[Saved data entries]
○ ○ ○ ○ ○

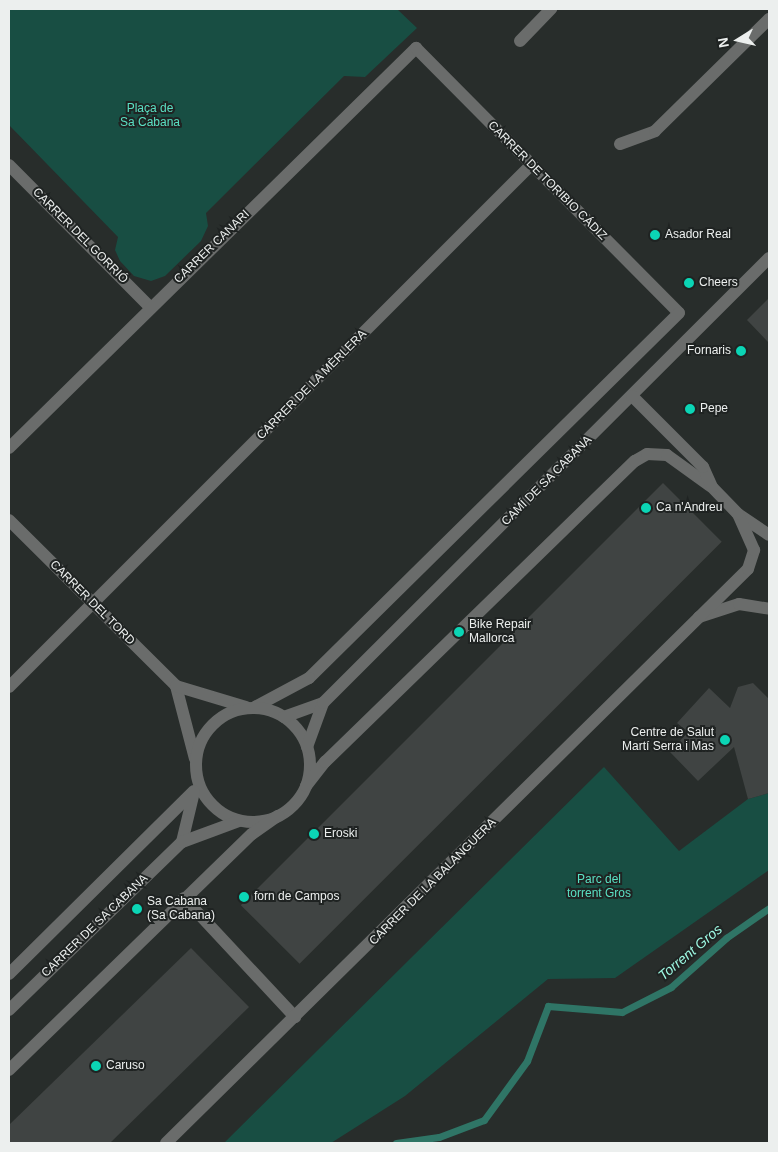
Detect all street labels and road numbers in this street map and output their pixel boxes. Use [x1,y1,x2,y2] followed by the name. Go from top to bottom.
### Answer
[484,118,610,244] street label: CARRER DE TORIBIO CÁDIZ
[29,185,131,287] street label: CARRER DEL GORRIÓ
[171,207,253,287] street label: CARRER CANARI
[254,327,370,443] street label: CARRER DE LA MÈRLERA
[499,433,595,529] street label: CAMÍ DE SA CABANA
[46,557,138,649] street label: CARRER DEL TORD
[366,815,500,949] street label: CARRER DE LA BALANGUERA
[39,871,151,981] street label: CARRER DE SA CABANA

○ ○ ○ ○ ○

Task goal:
What's needed is an exact retyping of the records, pictures excluded.

Answer section:
Detect all street labels and road numbers in this street map and output their pixel boxes. Use [x1,y1,x2,y2] followed by the name. Go from top to bottom.
### Answer
[484,118,610,244] street label: CARRER DE TORIBIO CÁDIZ
[29,185,131,287] street label: CARRER DEL GORRIÓ
[171,207,253,287] street label: CARRER CANARI
[254,327,370,443] street label: CARRER DE LA MÈRLERA
[499,433,595,529] street label: CAMÍ DE SA CABANA
[46,557,138,649] street label: CARRER DEL TORD
[366,815,500,949] street label: CARRER DE LA BALANGUERA
[39,871,151,981] street label: CARRER DE SA CABANA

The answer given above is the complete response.